That brings us to the next point. If you want to talk about the victims of communism, you should also talk about the victims of capitalism. It’s hard to tell when it started exactly, but, for the argument’s sake, let’s go from 1776, the year in which Adam Smith formally explained the mechanics of the capitalism and the free market in his “Wealth of Nations", although, de facto, capitalism formed centuries before that. We can talk about Triangular Slave Trade in which African slaves were initially used by capitalists to work on their sugar plantations and how that resulted in millions of deaths. We had the Chinese Opium wars and the subsequent opium epidemic when the British companies forced China to buy drugs. There are some estimates that say that up to 10% of the Chinese population fell victims of opium. We had all the imperial wars, including the World War I. We had the colonialism and all the colonial wars, the effects of which are still experienced by Africans because the current civil wars come as a result of national borders being thoughtlessly marked by old European powers who had no regard for the organic ethnocultural/tribal configuration of those lands. These kill thousands every single year. If we were to estimate the numbers of victims of free market and capitalism, the figures would be, literally, in the hundreds of millions.
So lets stop perceiving the world and the history in black & white, peddling the scary tales about “evil communist regimes” and how “Marxism is responsible for over a hundred million deaths!”, and other ideological bullshit that tends to replace genuine analysis and understanding. Let’s not put simplistic labels on everything.

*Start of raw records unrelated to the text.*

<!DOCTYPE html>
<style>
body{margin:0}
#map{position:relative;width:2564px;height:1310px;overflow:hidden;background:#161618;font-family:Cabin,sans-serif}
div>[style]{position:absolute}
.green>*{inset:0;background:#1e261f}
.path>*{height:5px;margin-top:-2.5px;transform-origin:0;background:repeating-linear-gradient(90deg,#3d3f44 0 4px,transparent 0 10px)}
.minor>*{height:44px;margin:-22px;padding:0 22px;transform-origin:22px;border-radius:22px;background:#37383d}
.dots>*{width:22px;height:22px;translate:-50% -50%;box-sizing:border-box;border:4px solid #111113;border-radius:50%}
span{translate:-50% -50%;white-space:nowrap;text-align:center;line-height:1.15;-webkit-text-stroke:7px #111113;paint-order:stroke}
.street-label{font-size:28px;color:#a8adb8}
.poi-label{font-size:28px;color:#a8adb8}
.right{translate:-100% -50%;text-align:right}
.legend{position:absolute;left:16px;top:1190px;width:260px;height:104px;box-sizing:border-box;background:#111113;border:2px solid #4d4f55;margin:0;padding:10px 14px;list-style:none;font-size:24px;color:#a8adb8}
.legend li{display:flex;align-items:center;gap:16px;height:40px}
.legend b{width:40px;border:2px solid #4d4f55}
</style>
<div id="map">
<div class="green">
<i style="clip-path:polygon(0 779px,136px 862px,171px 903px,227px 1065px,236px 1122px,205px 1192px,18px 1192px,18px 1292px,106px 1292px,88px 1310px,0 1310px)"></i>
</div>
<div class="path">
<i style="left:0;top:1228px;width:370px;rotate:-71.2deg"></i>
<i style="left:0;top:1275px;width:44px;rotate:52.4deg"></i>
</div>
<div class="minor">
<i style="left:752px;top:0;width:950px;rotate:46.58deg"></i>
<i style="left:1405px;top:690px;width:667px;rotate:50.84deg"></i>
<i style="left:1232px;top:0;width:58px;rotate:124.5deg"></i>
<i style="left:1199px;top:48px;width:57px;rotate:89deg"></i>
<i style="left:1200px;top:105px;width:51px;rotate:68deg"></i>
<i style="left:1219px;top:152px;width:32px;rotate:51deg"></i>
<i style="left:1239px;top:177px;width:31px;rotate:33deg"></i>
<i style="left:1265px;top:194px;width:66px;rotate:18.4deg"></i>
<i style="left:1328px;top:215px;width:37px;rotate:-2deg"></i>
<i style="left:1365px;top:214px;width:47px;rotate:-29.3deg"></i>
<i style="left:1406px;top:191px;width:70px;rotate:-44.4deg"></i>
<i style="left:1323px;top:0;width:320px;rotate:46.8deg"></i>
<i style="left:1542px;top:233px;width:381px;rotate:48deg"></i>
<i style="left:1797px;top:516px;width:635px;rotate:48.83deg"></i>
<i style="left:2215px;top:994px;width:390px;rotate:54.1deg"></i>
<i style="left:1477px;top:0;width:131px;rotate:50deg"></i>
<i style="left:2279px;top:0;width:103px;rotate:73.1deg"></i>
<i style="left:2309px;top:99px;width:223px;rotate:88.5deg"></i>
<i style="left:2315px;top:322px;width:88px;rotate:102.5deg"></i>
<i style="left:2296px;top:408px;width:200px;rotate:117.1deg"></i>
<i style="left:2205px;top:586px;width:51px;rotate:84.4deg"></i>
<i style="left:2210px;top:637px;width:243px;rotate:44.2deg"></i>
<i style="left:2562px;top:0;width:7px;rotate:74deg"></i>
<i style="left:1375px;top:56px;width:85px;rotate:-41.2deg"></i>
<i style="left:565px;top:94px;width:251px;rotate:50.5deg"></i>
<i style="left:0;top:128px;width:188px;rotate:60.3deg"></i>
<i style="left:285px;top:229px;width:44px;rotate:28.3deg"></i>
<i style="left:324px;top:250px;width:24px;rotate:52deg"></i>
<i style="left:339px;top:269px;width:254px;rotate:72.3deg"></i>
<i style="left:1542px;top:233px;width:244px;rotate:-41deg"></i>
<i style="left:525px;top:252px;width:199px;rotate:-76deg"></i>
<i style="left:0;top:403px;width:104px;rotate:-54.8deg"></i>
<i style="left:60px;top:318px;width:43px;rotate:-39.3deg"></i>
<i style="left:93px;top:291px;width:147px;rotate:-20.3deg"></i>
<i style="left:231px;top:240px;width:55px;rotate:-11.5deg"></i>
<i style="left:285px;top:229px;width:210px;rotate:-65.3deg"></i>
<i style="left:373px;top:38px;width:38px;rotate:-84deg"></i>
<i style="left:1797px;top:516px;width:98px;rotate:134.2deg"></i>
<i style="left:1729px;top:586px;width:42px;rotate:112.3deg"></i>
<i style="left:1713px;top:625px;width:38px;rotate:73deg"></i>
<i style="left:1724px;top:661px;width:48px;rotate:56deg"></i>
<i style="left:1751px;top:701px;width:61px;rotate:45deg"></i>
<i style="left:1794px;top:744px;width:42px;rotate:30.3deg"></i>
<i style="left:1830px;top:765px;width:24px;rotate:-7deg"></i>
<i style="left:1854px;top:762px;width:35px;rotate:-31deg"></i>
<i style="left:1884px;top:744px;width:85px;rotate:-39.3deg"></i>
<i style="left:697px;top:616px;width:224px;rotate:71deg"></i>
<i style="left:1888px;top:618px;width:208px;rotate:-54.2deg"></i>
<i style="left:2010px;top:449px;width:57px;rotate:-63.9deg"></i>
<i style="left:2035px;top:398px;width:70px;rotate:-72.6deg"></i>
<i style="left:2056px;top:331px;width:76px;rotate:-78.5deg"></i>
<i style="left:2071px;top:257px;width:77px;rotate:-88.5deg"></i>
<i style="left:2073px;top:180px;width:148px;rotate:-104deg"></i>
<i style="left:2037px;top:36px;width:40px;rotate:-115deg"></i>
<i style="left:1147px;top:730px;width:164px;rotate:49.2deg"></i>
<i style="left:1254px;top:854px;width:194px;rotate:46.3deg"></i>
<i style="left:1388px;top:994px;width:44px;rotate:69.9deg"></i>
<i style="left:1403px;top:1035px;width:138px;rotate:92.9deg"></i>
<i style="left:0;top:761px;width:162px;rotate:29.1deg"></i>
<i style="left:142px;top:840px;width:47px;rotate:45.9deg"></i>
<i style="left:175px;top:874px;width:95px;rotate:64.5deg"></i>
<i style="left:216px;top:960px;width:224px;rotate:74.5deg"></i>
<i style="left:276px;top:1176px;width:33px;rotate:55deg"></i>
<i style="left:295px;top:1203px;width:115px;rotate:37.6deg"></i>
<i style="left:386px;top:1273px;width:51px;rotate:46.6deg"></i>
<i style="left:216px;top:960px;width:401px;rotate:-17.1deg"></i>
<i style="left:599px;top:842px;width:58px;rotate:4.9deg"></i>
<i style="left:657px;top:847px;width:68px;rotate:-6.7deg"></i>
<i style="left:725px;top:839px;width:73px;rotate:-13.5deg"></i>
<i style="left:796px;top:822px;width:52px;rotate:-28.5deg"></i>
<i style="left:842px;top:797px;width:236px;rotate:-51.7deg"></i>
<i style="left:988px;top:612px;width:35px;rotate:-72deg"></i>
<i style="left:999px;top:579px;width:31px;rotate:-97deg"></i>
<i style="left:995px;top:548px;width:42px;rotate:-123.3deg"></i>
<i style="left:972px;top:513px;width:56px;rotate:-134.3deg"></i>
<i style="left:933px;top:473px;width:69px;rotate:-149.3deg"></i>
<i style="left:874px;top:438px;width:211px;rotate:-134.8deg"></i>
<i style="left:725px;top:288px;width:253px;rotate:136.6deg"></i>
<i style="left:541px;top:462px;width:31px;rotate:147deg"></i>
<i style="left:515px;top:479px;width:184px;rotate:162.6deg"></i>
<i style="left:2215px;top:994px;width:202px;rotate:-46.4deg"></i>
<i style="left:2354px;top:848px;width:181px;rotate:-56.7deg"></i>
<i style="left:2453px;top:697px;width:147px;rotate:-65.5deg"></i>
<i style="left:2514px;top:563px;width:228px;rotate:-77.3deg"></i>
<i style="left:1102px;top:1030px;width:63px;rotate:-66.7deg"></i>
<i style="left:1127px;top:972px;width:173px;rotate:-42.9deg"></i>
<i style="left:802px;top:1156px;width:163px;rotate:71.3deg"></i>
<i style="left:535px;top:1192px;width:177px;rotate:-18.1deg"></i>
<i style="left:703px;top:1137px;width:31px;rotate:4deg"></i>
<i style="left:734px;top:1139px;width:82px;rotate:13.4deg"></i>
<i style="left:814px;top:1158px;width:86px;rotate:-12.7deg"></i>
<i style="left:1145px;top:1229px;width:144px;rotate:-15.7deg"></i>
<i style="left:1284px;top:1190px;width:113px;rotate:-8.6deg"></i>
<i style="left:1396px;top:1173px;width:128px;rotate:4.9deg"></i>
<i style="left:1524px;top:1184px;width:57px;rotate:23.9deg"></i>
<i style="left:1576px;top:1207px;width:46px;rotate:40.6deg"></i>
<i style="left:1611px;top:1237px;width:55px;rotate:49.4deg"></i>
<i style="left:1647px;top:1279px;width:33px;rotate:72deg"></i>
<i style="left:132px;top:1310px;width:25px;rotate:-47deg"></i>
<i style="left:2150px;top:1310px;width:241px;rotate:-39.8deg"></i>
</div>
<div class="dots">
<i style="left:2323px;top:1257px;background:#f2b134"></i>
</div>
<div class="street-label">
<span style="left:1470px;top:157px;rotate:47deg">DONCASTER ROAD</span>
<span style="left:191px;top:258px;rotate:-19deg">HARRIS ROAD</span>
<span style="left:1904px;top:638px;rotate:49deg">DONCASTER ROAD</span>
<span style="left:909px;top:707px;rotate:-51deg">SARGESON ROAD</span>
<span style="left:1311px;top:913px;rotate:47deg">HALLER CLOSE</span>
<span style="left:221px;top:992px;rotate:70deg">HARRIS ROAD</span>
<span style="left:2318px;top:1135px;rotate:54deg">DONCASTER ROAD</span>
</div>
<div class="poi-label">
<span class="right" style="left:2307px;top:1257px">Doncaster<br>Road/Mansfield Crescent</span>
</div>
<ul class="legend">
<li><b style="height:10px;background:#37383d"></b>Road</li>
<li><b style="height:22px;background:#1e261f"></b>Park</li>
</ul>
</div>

I am not advocating Socialism. It would be somewhat stupid and naive to think that the United States, Australia and Western European countries would be able to go full communism at this stage. It’s just not realistic, given the current socio-economic configuration and the Western mindset. Capitalism isn't as bad after all; much better than, say, feudalism, that's for sure. Besides, each country/society has its own destiny, and I don’t think that the Western world can/should accept communism any time soon. There are some intellectuals, such as Anatoly Wasserman, who argue that “Digital Socialism” would be achievable on a global scale through smooth transition and that it will be too good to resist, but such concepts are still within the realm of science fiction and I don’t think it would be possible within the next 20-30 years.
I just want people to stop viewing history and reality in simplistic cliches that were developed by Goebbels and then consolidated through decades of Cold War propaganda.
Think. Be aware of the context. Look for analogies. View things in a wider perspective. Compare everything with everything. We, as humanity, will never be able to go forward if we don’t start thinking and analysing things holistically. We can never move forward if we don’t see history objectively and understand our past genuinely.